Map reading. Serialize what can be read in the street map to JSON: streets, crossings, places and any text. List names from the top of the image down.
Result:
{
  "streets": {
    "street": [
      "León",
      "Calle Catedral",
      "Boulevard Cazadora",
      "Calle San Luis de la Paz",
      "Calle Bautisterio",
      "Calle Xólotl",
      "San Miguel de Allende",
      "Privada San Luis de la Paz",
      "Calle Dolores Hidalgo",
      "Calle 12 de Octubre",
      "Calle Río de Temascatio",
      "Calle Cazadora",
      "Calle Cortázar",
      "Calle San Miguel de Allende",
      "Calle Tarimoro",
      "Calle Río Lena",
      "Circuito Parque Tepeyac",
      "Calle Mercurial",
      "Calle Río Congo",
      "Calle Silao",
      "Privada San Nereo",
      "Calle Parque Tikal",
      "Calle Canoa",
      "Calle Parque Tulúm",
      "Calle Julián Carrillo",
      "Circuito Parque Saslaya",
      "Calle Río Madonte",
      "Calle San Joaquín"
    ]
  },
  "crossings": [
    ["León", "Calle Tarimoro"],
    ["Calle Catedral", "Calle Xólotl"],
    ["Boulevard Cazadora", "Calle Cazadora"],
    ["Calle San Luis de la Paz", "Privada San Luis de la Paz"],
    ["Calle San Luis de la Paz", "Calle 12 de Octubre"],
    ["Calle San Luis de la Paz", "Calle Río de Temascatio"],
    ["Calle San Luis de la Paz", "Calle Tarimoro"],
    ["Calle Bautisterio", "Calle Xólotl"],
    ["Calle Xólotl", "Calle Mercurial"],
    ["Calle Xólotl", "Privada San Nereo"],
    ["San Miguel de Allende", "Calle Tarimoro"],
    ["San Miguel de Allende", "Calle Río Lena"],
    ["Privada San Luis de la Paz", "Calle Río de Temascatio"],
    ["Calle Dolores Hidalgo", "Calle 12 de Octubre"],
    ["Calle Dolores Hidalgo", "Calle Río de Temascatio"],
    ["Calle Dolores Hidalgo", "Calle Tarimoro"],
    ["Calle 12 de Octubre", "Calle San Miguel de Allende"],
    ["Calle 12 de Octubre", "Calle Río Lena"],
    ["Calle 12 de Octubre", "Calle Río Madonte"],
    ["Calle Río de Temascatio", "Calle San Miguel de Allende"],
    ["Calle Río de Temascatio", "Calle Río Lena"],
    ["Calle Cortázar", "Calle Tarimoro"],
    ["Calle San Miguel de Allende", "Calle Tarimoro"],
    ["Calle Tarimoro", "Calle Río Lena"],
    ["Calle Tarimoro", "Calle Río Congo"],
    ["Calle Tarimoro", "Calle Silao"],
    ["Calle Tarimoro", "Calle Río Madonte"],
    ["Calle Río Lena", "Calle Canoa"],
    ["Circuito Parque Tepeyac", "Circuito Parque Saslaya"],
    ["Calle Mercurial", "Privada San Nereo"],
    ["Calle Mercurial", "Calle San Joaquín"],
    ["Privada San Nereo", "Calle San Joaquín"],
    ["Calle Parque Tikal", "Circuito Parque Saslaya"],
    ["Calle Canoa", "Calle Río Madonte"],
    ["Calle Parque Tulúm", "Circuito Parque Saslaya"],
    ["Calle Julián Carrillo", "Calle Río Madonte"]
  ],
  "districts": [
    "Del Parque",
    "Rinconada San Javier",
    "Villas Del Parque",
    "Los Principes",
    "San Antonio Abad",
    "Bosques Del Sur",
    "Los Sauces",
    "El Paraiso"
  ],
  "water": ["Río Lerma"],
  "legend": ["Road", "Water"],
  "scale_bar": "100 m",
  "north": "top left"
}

——

▸ About this task
Taking the listing above as a whole, state how many of its lines hold the string "Nereo". No other output is permitted.

▸ Answer area
4